Oh look, four minutes to go before I switch to conscienscious mode, so what else: still reading Hilary Mantel's Place of Greater Safety on the French Revolution, which I'm loving but is taking me forever; read 2/3 of Mary Beard's Don's Life (in book form, not the blog) last night, and was completely engaged; just loved Colm McCann's Let the Great World Spin, but perhaps I already mentioned that.
And am also in a dilemma about an elderly neighbour who I've befriended and/or adopted. She's Italian, and her English is very bad. She's desparately lonely, so I was happy to invite her in and chat to her, and in some ways she's pretty easy going. But she's started to come around every day, and it's a bit exhausting. Even more, she frames her life entirely in terms of hardship, negativity, work and thigns being difficult. I'm not suggesting it hasn't been tough, but the answer to everything is "ver hard, work very hard", not just about herself but about me.
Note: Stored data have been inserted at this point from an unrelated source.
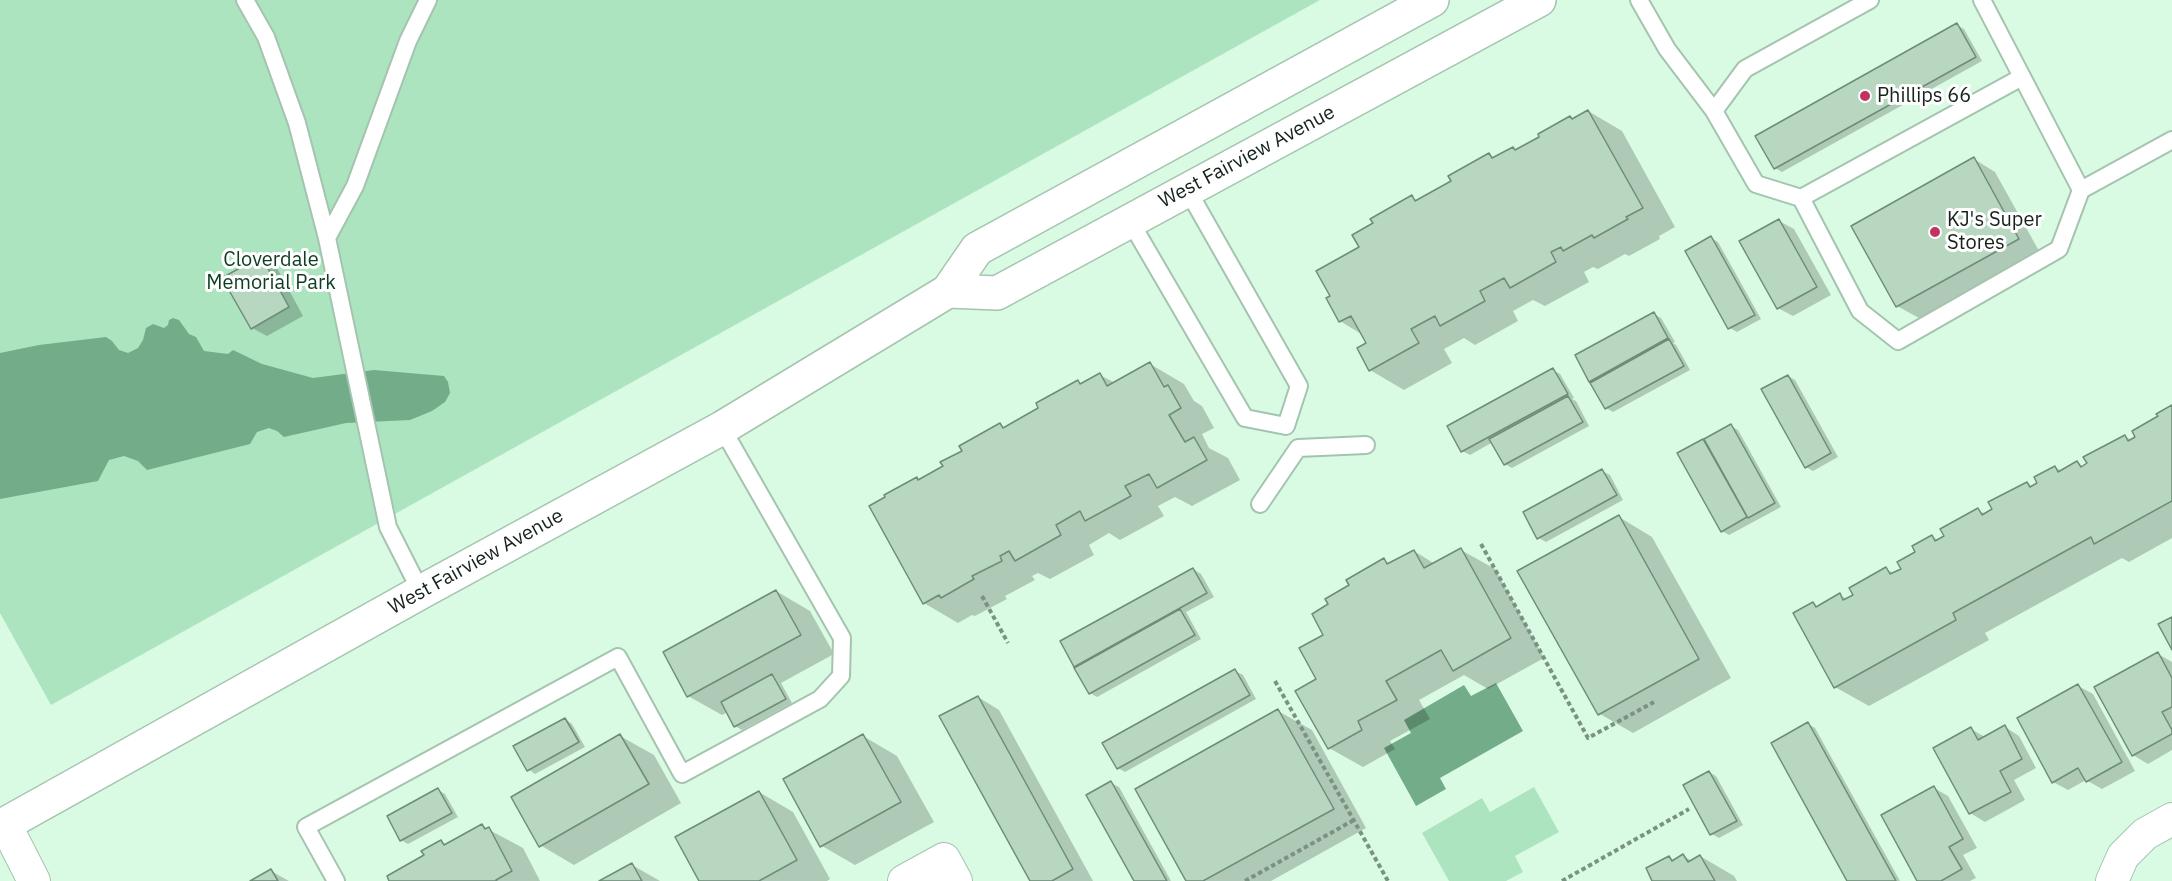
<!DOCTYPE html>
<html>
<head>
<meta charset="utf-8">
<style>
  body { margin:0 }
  canvas { display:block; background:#d9fbe4 }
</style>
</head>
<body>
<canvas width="2172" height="881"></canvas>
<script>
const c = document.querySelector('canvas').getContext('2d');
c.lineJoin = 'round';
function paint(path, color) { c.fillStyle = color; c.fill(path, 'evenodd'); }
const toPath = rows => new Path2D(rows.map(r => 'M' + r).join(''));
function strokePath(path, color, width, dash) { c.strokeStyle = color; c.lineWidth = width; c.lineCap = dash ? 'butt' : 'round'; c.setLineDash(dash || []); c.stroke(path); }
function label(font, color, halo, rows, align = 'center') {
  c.font = font + ' "IBM Plex Sans",sans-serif'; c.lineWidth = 6; c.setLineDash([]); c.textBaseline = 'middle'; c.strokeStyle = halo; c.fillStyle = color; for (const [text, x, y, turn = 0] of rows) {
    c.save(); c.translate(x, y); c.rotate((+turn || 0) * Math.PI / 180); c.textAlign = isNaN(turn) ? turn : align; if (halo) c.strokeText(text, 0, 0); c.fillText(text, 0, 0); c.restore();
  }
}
paint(toPath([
  [0,0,1320,0,51,705,0,613],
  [1534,787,1559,832,1515,856,1523,872,1506,881,1449,881,1422,833,1482,798,1490,812]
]), '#ade4c0');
paint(toPath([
  [173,318,179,320,189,334,196,337,204,351,228,354,233,350,262,364,313,378,374,370,444,376,448,382,450,393,445,402,432,411,410,420,346,423,284,437,277,431,269,428,257,432,250,444,147,470,138,461,124,456,109,460,98,481,0,499,0,353,39,345,106,337,112,341,119,350,128,353,138,348,143,340,146,328,153,324,164,328,168,325,169,320],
  [1496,683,1523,731,1440,778,1446,789,1416,806,1384,748,1411,733,1404,720,1464,685,1471,696]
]), '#72ac88');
paint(toPath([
  [1957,25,1964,29,1982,61,1782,172,1775,168],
  [1588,111,1622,131,1675,227,1659,236,1660,239,1629,256,1625,254,1598,269,1593,267,1584,272,1589,282,1545,306,1533,300,1513,311,1518,321,1475,345,1464,338,1444,349,1452,363,1404,390,1370,370,1368,343,1363,335,1340,321,1332,296,1361,248,1412,197,1418,201,1453,182,1489,155,1495,158,1513,148,1517,151,1570,118,1573,120],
  [1974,159,1995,172,2039,251,1919,318,1897,306],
  [1779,221,1794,229,1831,295,1793,316,1778,308],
  [1711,238,1718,242,1761,319,1737,332,1730,328,1687,251],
  [261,258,276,266,303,316,267,336,252,328],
  [1654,314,1661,318,1675,342,1673,343,1676,345,1690,370,1613,412,1606,408,1594,383,1591,381],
  [1150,364,1184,384,1194,401,1202,406,1214,428,1202,434,1209,448,1228,458,1240,480,1192,506,1175,497,1158,506,1164,516,1120,540,1109,533,1089,545,1094,555,1050,579,1038,573,1032,576,1035,580,1005,596,1007,599,975,616,972,615,958,623,924,603,917,479,920,480,945,467,1000,425,1005,428,1041,409,1078,382,1083,385,1100,375,1115,383],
  [1553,370,1560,374,1574,398,1572,399,1576,401,1589,426,1512,468,1505,464,1493,442,1470,455,1462,451],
  [1788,376,1795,380,1838,457,1813,471,1806,467],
  [2172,407,2172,538,2129,562,2122,558,1985,633,1989,640,1869,706,1835,687,1813,604,1818,607,1840,595,1848,600,1886,569,1895,574,1903,569,1932,536,1938,540,1978,510,1986,514,2027,484,2033,487,2055,467,2062,471,2077,463,2084,467,2125,436,2131,440],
  [1731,426,1738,430,1781,507,1729,535,1722,531,1679,454],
  [1602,471,1610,475,1623,500,1546,542,1539,538],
  [1619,517,1652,537,1731,678,1633,733,1600,714],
  [1461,550,1495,569,1544,658,1488,689,1464,675,1419,700,1430,719,1390,741,1395,749,1363,767,1329,748,1318,680,1330,605,1384,560,1391,564,1414,551,1435,564],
  [1193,569,1201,574,1214,597,1186,612,1201,639,1097,697,1090,693,1062,642],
  [776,591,810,611,834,654,781,683,792,703,742,730,735,726,728,712,722,715,688,696],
  [2158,654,2172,662,2172,750,2148,764,2133,755],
  [1235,671,1243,675,1256,699,1125,772,1118,768],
  [2078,686,2093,694,2135,771,2102,789,2086,780,2068,790,2053,782],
  [978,697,999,710,1093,881,1032,881],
  [1278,711,1312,730,1366,828,1271,881,1187,881],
  [565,719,572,724,585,747,535,774,528,769],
  [1808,724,1815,728,1900,881,1849,881],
  [2005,727,2019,736,2036,768,2014,780,2025,800,1985,822,1970,813,1971,729,1985,737],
  [620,736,654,755,681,803,574,865,540,845],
  [863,736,897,756,934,822,855,865,822,846],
  [1709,772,1716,776,1743,825,1719,838,1712,834],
  [1111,783,1119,787,1171,881,1135,881],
  [1934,788,1948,796,1977,848,1963,855,1976,878,1970,881,1919,881],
  [438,790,445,794,458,817,408,844,401,840],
  [759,792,793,812,830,879,827,881,701,881],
  [482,826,523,848,540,881,391,881,426,856,441,842,447,845],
  [1683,856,1692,861,1700,856,1734,876,1737,881,1654,881,1669,857,1675,861],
  [632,865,660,881,602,881],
  [271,871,289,881,253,881]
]), '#0003');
const building = toPath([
  [1957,23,1976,57,1774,169,1755,136,1957,23],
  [1588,110,1643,208,1626,217,1628,219,1594,238,1592,235,1563,251,1561,247,1551,252,1556,262,1510,288,1504,278,1480,291,1485,301,1440,326,1435,316,1411,329,1419,343,1369,371,1357,348,1366,343,1351,316,1339,322,1326,298,1330,296,1316,271,1359,247,1352,235,1373,223,1370,219,1412,195,1415,201,1451,181,1448,176,1489,153,1492,158,1513,147,1515,150,1539,137,1538,134,1570,116,1572,119,1588,110],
  [1974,157,2019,239,1896,307,1851,226,1974,157],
  [1779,219,1817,287,1777,309,1739,241,1779,219],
  [1711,236,1755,315,1728,329,1685,251,1711,236],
  [261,256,289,307,251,329,222,278,261,256],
  [1654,312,1668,338,1589,382,1575,355,1654,312],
  [1669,339,1684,366,1605,409,1590,383,1669,339],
  [1150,362,1164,387,1168,385,1181,408,1169,415,1185,442,1194,437,1207,460,1157,488,1149,474,1125,486,1131,496,1085,521,1080,511,1056,525,1061,535,1015,561,1009,551,1000,556,1002,561,972,576,974,579,941,598,939,595,923,604,869,506,885,497,884,495,917,477,918,480,943,466,940,462,962,451,959,446,1000,423,1003,428,1038,408,1036,403,1078,380,1080,384,1100,373,1107,386,1150,362],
  [1553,368,1568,394,1461,452,1447,426,1553,368],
  [1788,375,1831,453,1805,468,1761,389,1788,375],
  [1568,396,1583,422,1504,465,1489,439,1568,396],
  [2172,405,2172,501,2094,544,2091,537,1953,613,1956,620,1834,688,1793,613,1813,602,1816,607,1840,593,1843,600,1853,595,1849,588,1886,567,1890,574,1901,569,1897,562,1915,552,1912,546,1932,535,1935,541,1944,536,1940,529,1978,508,1982,515,1992,509,1988,502,2027,482,2030,487,2037,483,2034,477,2055,466,2058,472,2077,461,2081,467,2087,463,2083,457,2125,435,2128,441,2135,437,2132,431,2158,416,2156,414,2172,405],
  [1731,424,1775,503,1748,518,1704,439,1731,424],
  [1703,439,1747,517,1721,532,1677,453,1703,439],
  [1602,469,1617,495,1537,539,1523,512,1602,469],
  [1619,515,1699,659,1598,715,1517,571,1619,515],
  [1461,548,1511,638,1453,671,1441,650,1386,681,1397,700,1358,721,1362,730,1328,749,1295,691,1316,679,1299,648,1323,635,1312,614,1328,604,1325,599,1349,585,1346,580,1384,558,1387,564,1414,550,1424,568,1461,548],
  [1193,568,1207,593,1074,667,1060,641,1193,568],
  [776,590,801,635,687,697,663,652,776,590],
  [1180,609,1195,635,1089,694,1074,668,1180,609],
  [2172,617,2172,650,2158,624,2172,617],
  [2158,652,2172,678,2172,707,2162,712,2172,730,2172,734,2132,756,2094,687,2158,652],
  [1235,669,1250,695,1117,769,1102,743,1235,669],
  [772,674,786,699,734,727,721,702,772,674],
  [2078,684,2122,762,2086,782,2078,768,2052,783,2017,718,2078,684],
  [978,696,1073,869,1052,881,1030,881,939,716,978,696],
  [1278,709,1334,809,1203,881,1186,881,1135,789,1278,709],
  [565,718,579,742,527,771,513,746,565,718],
  [1808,722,1896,881,1847,881,1771,743,1808,722],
  [2005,725,2022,759,2000,771,2011,792,1969,814,1933,748,1971,727,1978,740,2005,725],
  [620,734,649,784,539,847,511,797,620,734],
  [863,734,901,802,820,847,783,779,863,734],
  [1709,771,1737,821,1710,835,1683,785,1709,771],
  [1111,781,1167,881,1134,881,1086,795,1111,781],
  [1934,786,1963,839,1949,847,1962,869,1941,881,1917,881,1881,815,1934,786],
  [438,788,452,813,400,841,387,816,438,788],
  [759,791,797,860,759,881,699,881,675,837,759,791],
  [482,824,485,829,489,827,512,871,496,880,497,881,389,881,387,876,424,855,421,851,441,840,444,845,482,824],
  [1683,854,1688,862,1700,855,1715,881,1652,881,1646,868,1669,856,1672,861,1683,854],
  [632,863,642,881,599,881,632,863],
  [271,869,278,881,250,881,271,869]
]);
paint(building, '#b7d7c1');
strokePath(building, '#6e8c78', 1.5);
const lane = toPath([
  [245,0,266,37,297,123,327,238,388,527,421,592],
  [1639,0,1667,49,1714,111],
  [1870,0,1745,69,1714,111,1756,184,1801,198,1860,311,1898,341,2059,249,2081,190,2172,140],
  [1982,0,2081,190],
  [1801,198,2022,77],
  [1130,221,1245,418,1286,426,1299,386,1187,189],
  [327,238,355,186,408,41,428,0],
  [1298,448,1366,445],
  [1260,504,1298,448],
  [336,881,306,827,618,657,682,774,820,699,841,676,842,638,722,428]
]);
const street = toPath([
  [5,824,34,881],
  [904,881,944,859,956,881],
  [2112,881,2123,856,2145,834,2172,819]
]);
const primary = toPath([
  [948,291,997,293,1539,0],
  [0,827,421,592,722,428,948,291,977,249,1432,0]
]);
strokePath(lane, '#a4c4af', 20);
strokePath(street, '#a4c4af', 34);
strokePath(primary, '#a4c4af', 36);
strokePath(toPath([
  [1481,544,1588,738,1654,702],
  [982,596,1008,643],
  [1275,681,1388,881],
  [1245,881,1354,820],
  [1562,881,1689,809]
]), '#7b9283', 4, [4.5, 3]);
strokePath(lane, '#fff', 16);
strokePath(street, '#fff', 32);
strokePath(primary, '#fff', 33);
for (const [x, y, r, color] of [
  [1865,96,6,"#c13361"],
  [1935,232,6,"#c13361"]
]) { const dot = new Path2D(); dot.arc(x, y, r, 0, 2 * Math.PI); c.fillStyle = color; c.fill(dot); strokePath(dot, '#fefefe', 2); }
label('20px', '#15221a', '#fefefe', [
  ["Phillips 66",1877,96],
  ["KJ's Super",1947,220],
  ["Stores",1947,243]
], 'left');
label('20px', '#15221a', '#fefefe', [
  ["West Fairview Avenue",1247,157,-28],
  ["West Fairview Avenue",476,562,-29]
]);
label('20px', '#0d3c23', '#fefefe', [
  ["Cloverdale",271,260],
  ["Memorial Park",271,283]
]);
</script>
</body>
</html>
If I say what I've done, she'll say, "Oooh, it's so hard for Mama", and I simply cannot and will not frame my life as a negative grind or a tragedy. So I worry that it's just the lefty soft part of me that's doing this, and wonder whether I'd be quite as forgiving if she was an old Anglo woman. Am I being suckered into the Romance of the Migrant Story? But there are also things I quite like about it, and I'm more than happy to explain why the letter she got from the govt is ok, and doesn't mean she's in trouble, to pick up things for her, to give her a glass of wine on the lounge. But I'm goign to ask some Italian speaking friends for some words to throw into the conversation, to try to explain why I need to be strong, resilient, positive, happy. I tried to ask her yesterday when she'd been most happy in her life, what made her happy, and she just said, "I no ounderstand", and I don't think it was just the language. A reminder, instead, about the different way lives are lived and understood.
Ooops, two minutes past 9, the guilt clock is ticking. Better go.